README.md · hakonmh/sentiment-xdistil-uncased at main

metadata

license: mit
language:
  - en
pipeline_tag: text-classification
tags:
  - finance
  - financial-sentiment-analysis
  - sentiment-analysis
library_name: transformers
widget:
  - text: unemployment hits record low as job opportunities soar
  - text: unemployment hits record high as job opportunities suffers

Sentiment-xDistil is a model based on xtremedistil-l12-h384-uncased fine-tuned for classifying the sentiment of news headlines on a dataset annotated by Chat GPT 3.5. It is built, together with Topic-xDistil, as a tool for filtering out financial news headlines and classifying their sentiment. The code used to train both models and build the dataset are found here.

Notes: The output labels are either Negative, Neutral, or Positive. The model is suitable for English.

Performance Results

Here are the performance metrics for both models on the test set:

Model	Test Set Size	Accuracy	F1 Score
`topic-xdistil-uncased`	32 799	94.44 %	92.59 %
`sentiment-xdistil-uncased`	17 527	94.59 %	93.44 %

Data

The training data consists of 300k+ news headlines and tweets, and was annotated by Chat GPT 3.5, which has shown to outperform crowd-workers for text annotation tasks.

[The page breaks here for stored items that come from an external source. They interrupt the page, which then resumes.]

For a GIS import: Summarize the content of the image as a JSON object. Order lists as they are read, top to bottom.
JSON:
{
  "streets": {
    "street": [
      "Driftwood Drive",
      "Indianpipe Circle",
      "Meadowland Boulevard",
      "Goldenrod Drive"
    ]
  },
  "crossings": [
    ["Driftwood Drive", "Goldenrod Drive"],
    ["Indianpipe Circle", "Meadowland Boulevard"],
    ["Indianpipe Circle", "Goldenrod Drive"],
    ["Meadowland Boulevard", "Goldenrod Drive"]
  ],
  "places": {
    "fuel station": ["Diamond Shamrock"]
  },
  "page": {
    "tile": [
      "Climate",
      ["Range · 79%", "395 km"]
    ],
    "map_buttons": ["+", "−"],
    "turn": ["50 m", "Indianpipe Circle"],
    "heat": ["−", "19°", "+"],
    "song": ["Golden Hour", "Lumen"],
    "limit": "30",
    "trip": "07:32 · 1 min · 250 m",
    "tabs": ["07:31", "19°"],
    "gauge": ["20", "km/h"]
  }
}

The sentence labels are defined by the Chat GPT prompt as follows:

"""
[...]
Does the headline convey a Positive, Neutral, or Negative sentiment with \
regard to the current state or potential future impact on the economy or \
the asset described?
    - Positive sentiment headlines suggest growth, improvement, or \
stability in economic conditions.
    - Neutral sentiment headlines do not clearly indicate a positive or \
negative impact on the economy.
    - Negative sentiment headlines imply economic decline, uncertainty, \
or unfavorable conditions.
[...]
"""

Example Usage

Here's a simple example:

from transformers import AutoTokenizer, AutoModelForSequenceClassification

model = AutoModelForSequenceClassification.from_pretrained("hakonmh/sentiment-xdistil-uncased")
tokenizer = AutoTokenizer.from_pretrained("hakonmh/sentiment-xdistil-uncased")

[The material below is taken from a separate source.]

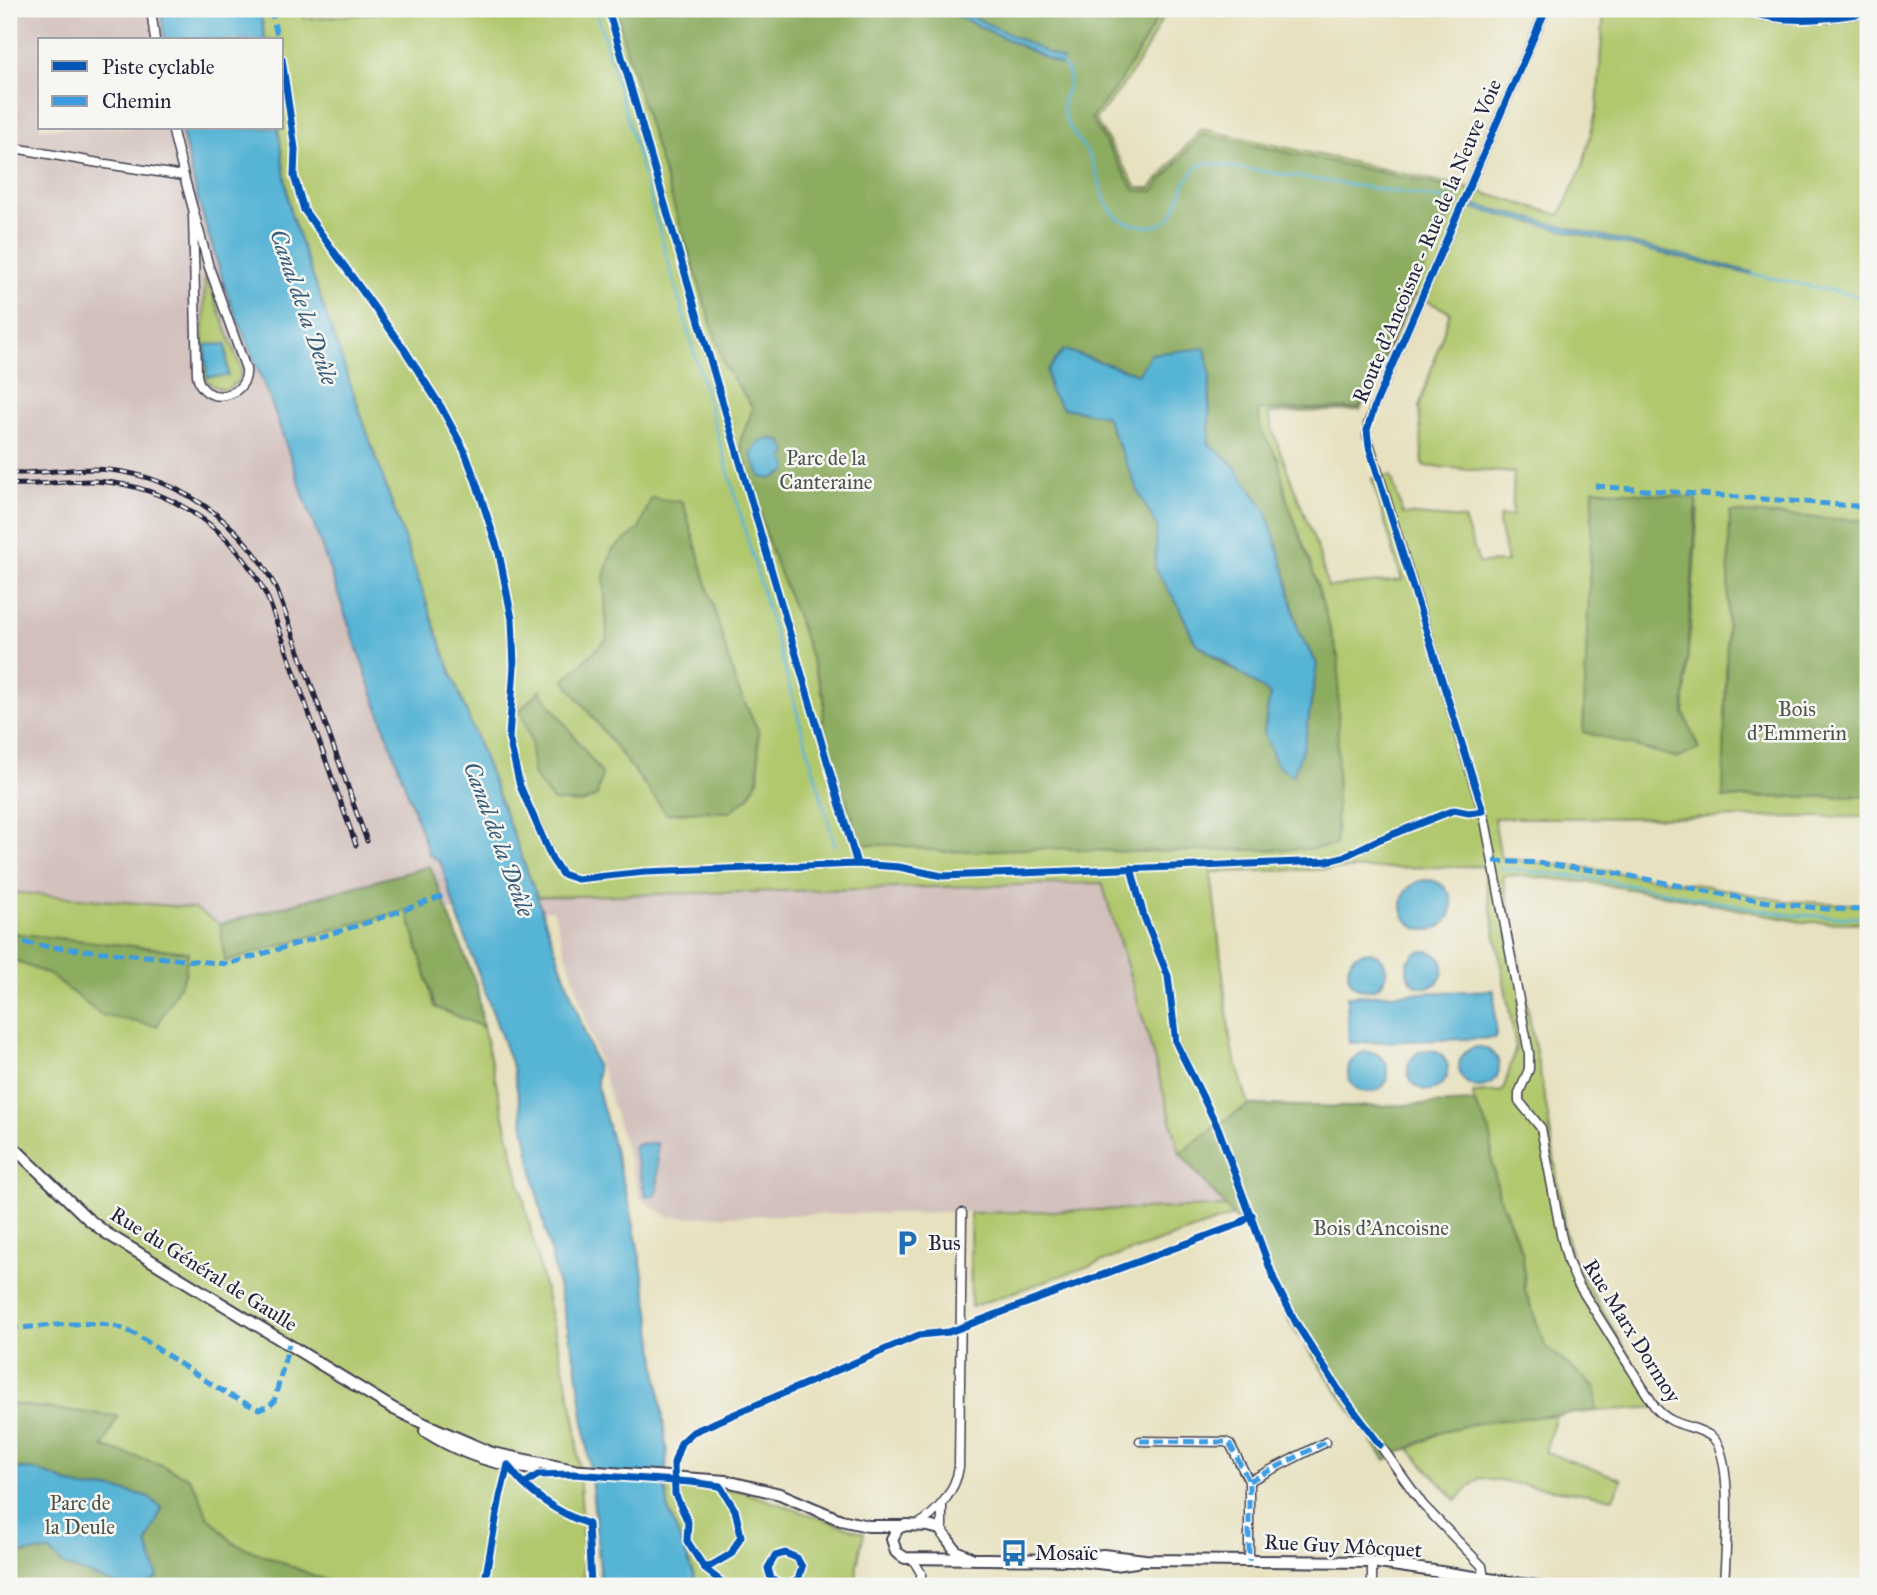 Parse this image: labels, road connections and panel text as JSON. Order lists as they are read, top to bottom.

SENTENCE = "Global Growth Surges as New Technologies Drive Innovation and Productivity!"
inputs = tokenizer(SENTENCE, return_tensors="pt")
output = model(**inputs).logits
predicted_label = model.config.id2label[output.argmax(-1).item()]

print(predicted_label)

Positive

Or, as a pipeline together with Topic-xDistil:

from transformers import pipeline

topic_classifier = pipeline("sentiment-analysis",
                            model="hakonmh/topic-xdistil-uncased",
                            tokenizer="hakonmh/topic-xdistil-uncased")
sentiment_classifier = pipeline("sentiment-analysis",
                                model="hakonmh/sentiment-xdistil-uncased",
                                tokenizer="hakonmh/sentiment-xdistil-uncased")

SENTENCE = "Global Growth Surges as New Technologies Drive Innovation and Productivity!"
print(topic_classifier(SENTENCE))
print(sentiment_classifier(SENTENCE))

[{'label': 'Economics', 'score': 0.9970171451568604}]
[{'label': 'Positive', 'score': 0.9997037053108215}]

Tested on transformers 4.30.1, and torch 2.0.0.